Adalet Bakanı Yılmaz Tunç, Bursa Çocuk Adalet Merkezi'nin açılışında yaptığı konuşmada, gerek suça sürüklenen gerekse suç mağduru çocukların bu süreçlerden örselenmeden geçmesi için Çocuk Adalet Merkezleri Projesi'ni önceki yıllarda başlattıklarını anımsattı.
Büyüklerin yargılandığı adliyelerden çocukları ayırdıklarını belirten Tunç, çocukların ayrı mekanlarda, daha özel ortamlarda bu süreçlerden yararlanacağını kaydetti.
Tunç, Çocuk Adalet Merkezleri uygulamasını Erzurum'dan başlattıklarını dile getirerek, "Bursa'da ikincisini hayata geçiriyoruz. Bursa Büyükşehir Belediye Başkanı Sayın Alinur Aktaş ve Adalet Bakanlığımızın önemli bir çalışması olarak Bursa'mızda faaliyete geçiyor. Emeği geçenlere teşekkür ediyorum." diye konuştu.
Çocukların ailenin aynası olduğunu anlatan Tunç, ailenin korunmasına büyük önem verdiklerini ifade etti.
Bakan Tunç, 2010 yılında Anayasa'nın 41. maddesinde yapılan değişiklikle çocukların korunmasını da anayasal güvenceye kavuşturduklarını hatırlatarak sözlerini şöyle sürdürdü:
"Çocuklarımız bugünün yarını, yarının ise umudu. Çünkü bir ülke için en değerli kaynağın insan kaynağı olduğuna, en değerli hazinenin insan kaynağı olduğuna inanıyoruz. İnsan kaynağının temeli ise çocuklarla birlikte atılıyor. Adeta geleceğe bir fidan olan çocuklarımızın maddi manevi, sağlıklı gelişiminin ilk ve en önemli durağı aile ocağı. Çocuğun üstün yararını gözetecek olan en başta ailelerimiz. Bunun için biz aileyi toplumun temel taşı sayıyoruz. Sayın Cumhurbaşkanı'mızın dile getirdiği gibi biz aileyi toplumun nüvesi, kilit taşı, mayası olarak gören bir medeniyetin mensuplarıyız. Bu kapsamda son 21 yılda Sayın Cumhurbaşkanı'mızın liderliğinde aile hukuku ve kadın hakları alanında anayasal düzeyde sessiz devrim niteliğinde birçok düzenlemeyi hayata geçirdik."

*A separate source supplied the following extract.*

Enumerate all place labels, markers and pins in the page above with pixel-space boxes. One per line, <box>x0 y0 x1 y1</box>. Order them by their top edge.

- "Çocuklara yönelik koruyucu tedbirlerin etkinleştirilmesi için çalışmalarımızı sürdürüyoruz"
Son 21 yıldaki politikalarının temelinde hep insanın olduğunu vurgulayan Tunç, "İnsanı güçlendirmek için çalıştık. Sosyal politikalardan eğitime, adaletten tüm alanlara varıncaya kadar insanı güçlendirmek ve insanı güçlendirerek aileyi güçlendirmek, aileyi güçlendirerek de toplumu güçlendirmek için var gücümüzle çalıştık ve çalışmaya da devam ediyoruz." ifadesini kullandı.

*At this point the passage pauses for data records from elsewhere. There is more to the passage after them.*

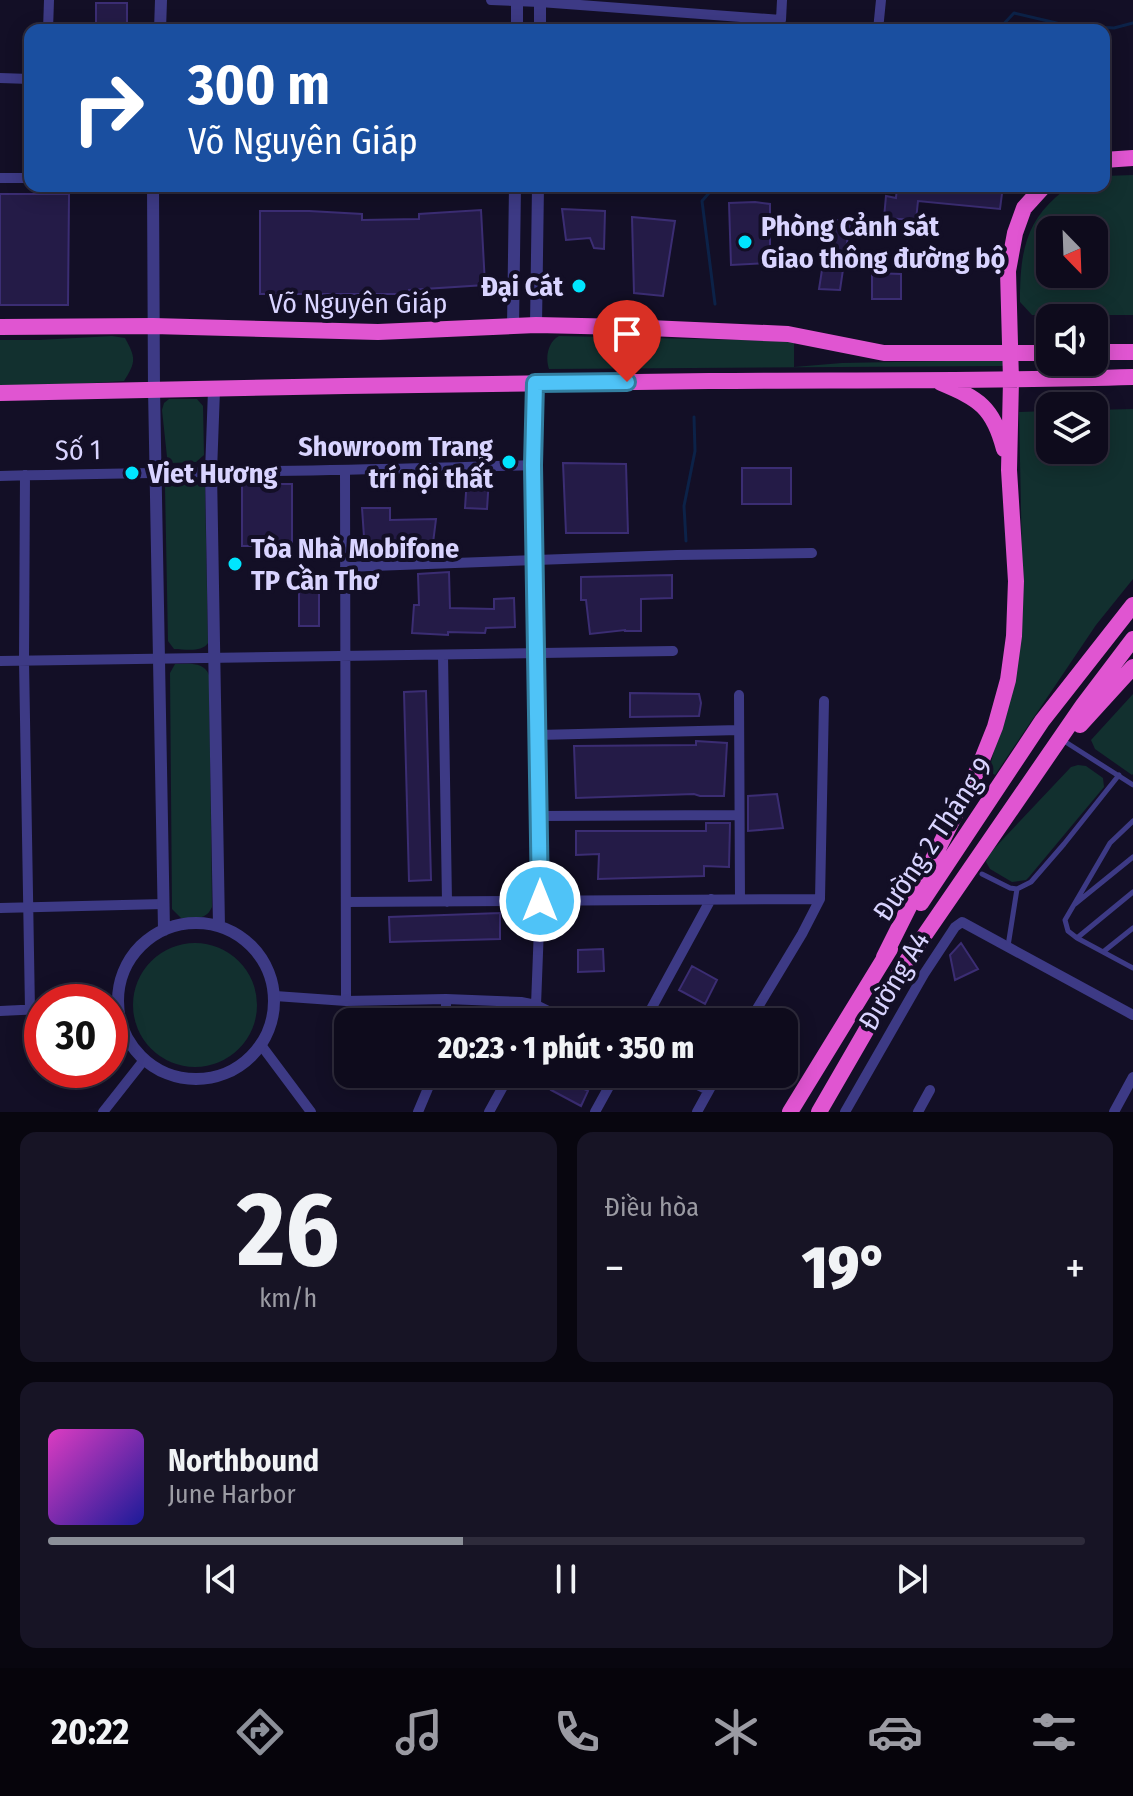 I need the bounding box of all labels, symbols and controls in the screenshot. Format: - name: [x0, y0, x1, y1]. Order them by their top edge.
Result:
- text: 300 m: [188, 52, 330, 119]
- icon: right: [56, 56, 160, 160]
- text: Võ Nguyên Giáp: [188, 120, 418, 164]
- place label: Phòng Cảnh sát Giao thông đường bộ: [761, 210, 1005, 275]
- north arrow: [1036, 216, 1108, 288]
- map controls: [1036, 216, 1108, 464]
- marker: Phòng Cảnh sát Giao thông đường bộ: [736, 233, 754, 251]
- place label: Đại Cát: [481, 270, 564, 303]
- marker: Đại Cát: [570, 277, 588, 295]
- street label: Võ Nguyên Giáp: [269, 287, 447, 320]
- pin: [593, 300, 661, 382]
- button: sound: [1036, 304, 1108, 376]
- icon: arrive: [605, 312, 649, 356]
- button: layers: [1036, 392, 1108, 464]
- place label: Showroom Trang trí nội thất: [298, 430, 494, 495]
- street label: Số 1: [55, 433, 101, 467]
- marker: Showroom Trang trí nội thất: [500, 453, 518, 471]
- place label: Viet Hương: [147, 457, 277, 490]
- marker: Viet Hương: [123, 464, 141, 482]
- place label: Tòa Nhà Mobifone TP Cần Thơ: [251, 532, 459, 597]
- marker: Tòa Nhà Mobifone TP Cần Thơ: [226, 555, 244, 573]
- street label: Đường 2 Tháng 9: [866, 751, 1000, 927]
- position arrow: [498, 859, 582, 943]
- street label: Đường A4: [852, 926, 936, 1036]
- speed limit sign: 30: [24, 984, 128, 1088]
- text: 20:23 · 1 phút · 350 m: [438, 1030, 694, 1066]
- text: 26: [237, 1168, 340, 1293]
- text: Điều hòa: [605, 1192, 699, 1223]
- text: 19°: [802, 1232, 888, 1304]
- text: −: [605, 1242, 624, 1295]
- text: +: [1065, 1242, 1085, 1295]
- text: km/h: [259, 1283, 317, 1314]
- text: Northbound: [168, 1443, 319, 1479]
- text: June Harbor: [168, 1479, 296, 1510]
- icon: previous: [199, 1557, 243, 1601]
- icon: pause: [544, 1557, 588, 1601]
- icon: next: [890, 1557, 934, 1601]
- icon: directions: [232, 1704, 288, 1760]
- icon: music: [391, 1704, 447, 1760]
- icon: phone: [549, 1704, 605, 1760]
- icon: climate: [708, 1704, 764, 1760]
- icon: car: [867, 1704, 923, 1760]
- icon: filters: [1026, 1704, 1082, 1760]
- text: 20:22: [51, 1710, 129, 1754]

Tunç, yargı reformu strateji belgelerinde kadını ve çocukları koruyan önemli mevzuat düzenlemelerini hayata geçirdiklerini, özellikle kadınlara yönelik kasten öldürme, eziyet, kasten yaralama gibi suçları Türk Ceza Kanunu'nda ağırlaştırıcı sebep olarak gördüklerini anlattı.

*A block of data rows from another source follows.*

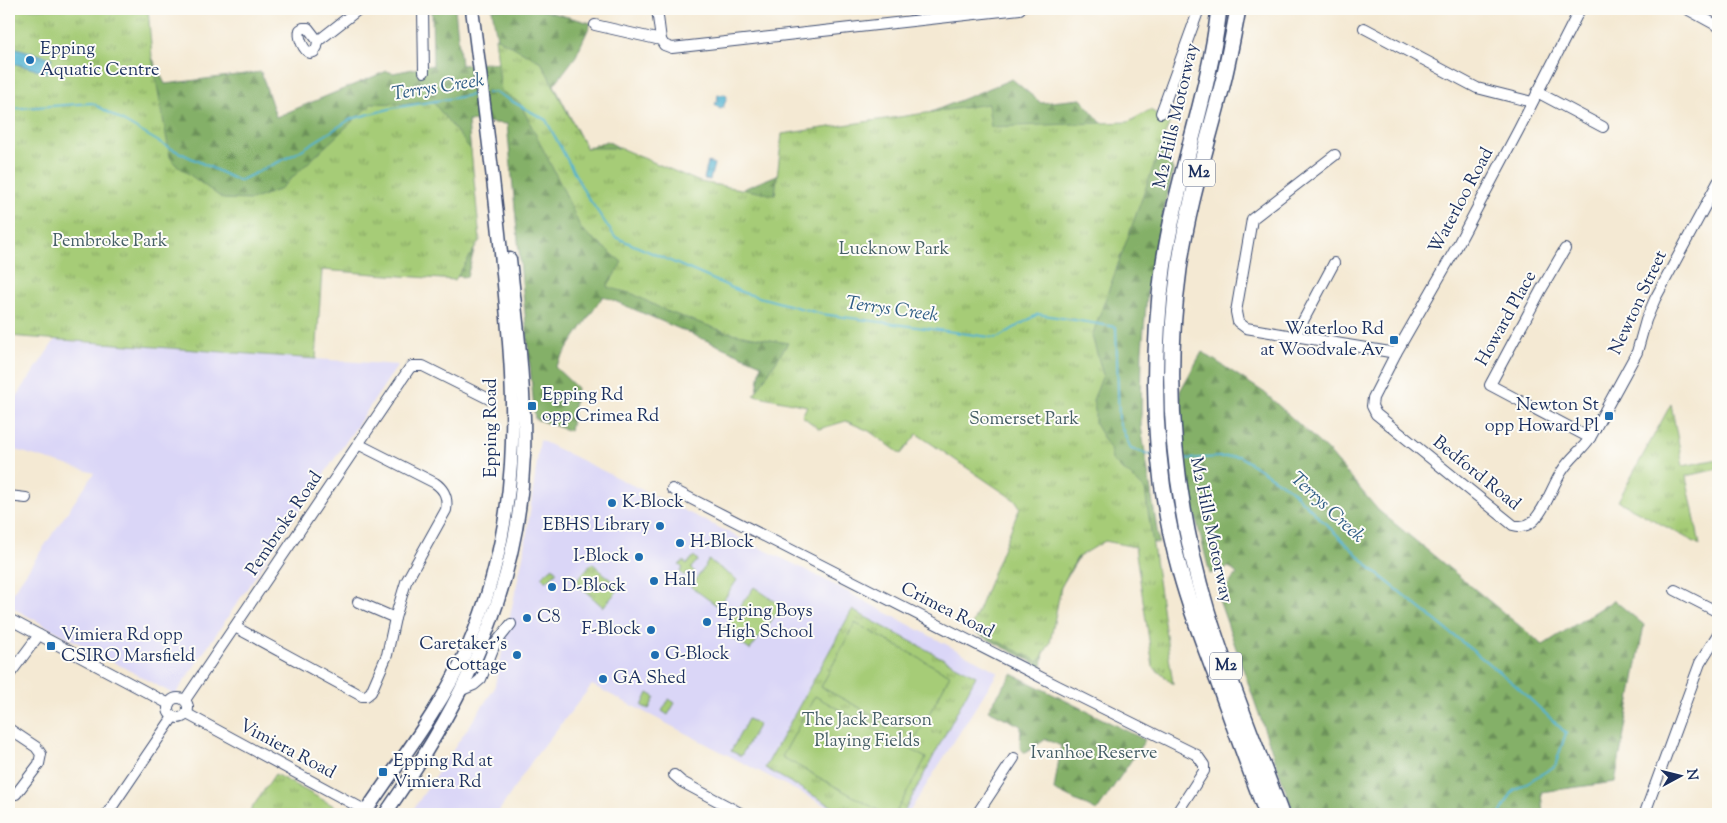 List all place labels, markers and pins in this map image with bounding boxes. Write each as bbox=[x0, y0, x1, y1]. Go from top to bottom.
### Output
place label: Epping Aquatic Centre bbox=[40, 37, 159, 84]
marker: Epping Aquatic Centre bbox=[24, 54, 36, 66]
place label: Waterloo Rd at Woodvale Av bbox=[1260, 317, 1385, 364]
marker: Waterloo Rd at Woodvale Av bbox=[1388, 334, 1400, 346]
place label: Epping Rd opp Crimea Rd bbox=[542, 383, 659, 430]
place label: Newton St opp Howard Pl bbox=[1485, 393, 1599, 440]
marker: Epping Rd opp Crimea Rd bbox=[526, 400, 538, 412]
marker: Newton St opp Howard Pl bbox=[1603, 410, 1615, 422]
place label: K-Block bbox=[622, 490, 684, 516]
marker: K-Block bbox=[606, 497, 618, 509]
place label: EBHS Library bbox=[543, 513, 650, 539]
marker: EBHS Library bbox=[654, 520, 666, 532]
place label: H-Block bbox=[690, 530, 754, 556]
marker: H-Block bbox=[674, 537, 686, 549]
place label: I-Block bbox=[573, 544, 629, 570]
marker: I-Block bbox=[633, 551, 645, 563]
place label: Hall bbox=[664, 568, 697, 594]
place label: D-Block bbox=[562, 574, 626, 600]
marker: Hall bbox=[648, 575, 660, 587]
marker: D-Block bbox=[546, 581, 558, 593]
place label: Epping Boys High School bbox=[717, 599, 813, 646]
place label: C8 bbox=[537, 605, 561, 631]
marker: C8 bbox=[521, 612, 533, 624]
marker: Epping Boys High School bbox=[701, 616, 713, 628]
place label: F-Block bbox=[581, 617, 641, 643]
place label: Vimiera Rd opp CSIRO Marsfield bbox=[61, 623, 195, 670]
marker: F-Block bbox=[645, 624, 657, 636]
place label: Caretaker's Cottage bbox=[419, 632, 507, 679]
marker: Vimiera Rd opp CSIRO Marsfield bbox=[45, 640, 57, 652]
place label: G-Block bbox=[665, 642, 730, 668]
marker: Caretaker's Cottage bbox=[511, 649, 523, 661]
marker: G-Block bbox=[649, 649, 661, 661]
place label: GA Shed bbox=[613, 666, 686, 692]
marker: GA Shed bbox=[597, 673, 609, 685]
place label: Epping Rd at Vimiera Rd bbox=[393, 749, 493, 796]
marker: Epping Rd at Vimiera Rd bbox=[377, 766, 389, 778]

Yargılama sürecindeki "iyi hal" değerlendirmeleriyle ilgili önemli düzenlemeler yaptıklarını hatırlatan Tunç, "Sanığın duruşmadaki salt indirim almak için gösterdiği tavırların, kılık kıyafetinin iyi hal indiriminde dikkate alınmayacağı yönünde önemli bir düzenleme yaptık. Yine suç mağduru kadınlara ücretsiz avukat görevlendirilmesi hususundaki yasal düzenlemeyi yaparak da kadınlarımızın özellikle yargı süreçlerinde onların desteklenmesi, onların savunma haklarının korunması anlamında gerek mağdur kadınların, gerek sanık kadınların bu anlamda ücretsiz avukat, görevlendirme hususunu da hayata geçirdik." değerlendirmesinde bulundu.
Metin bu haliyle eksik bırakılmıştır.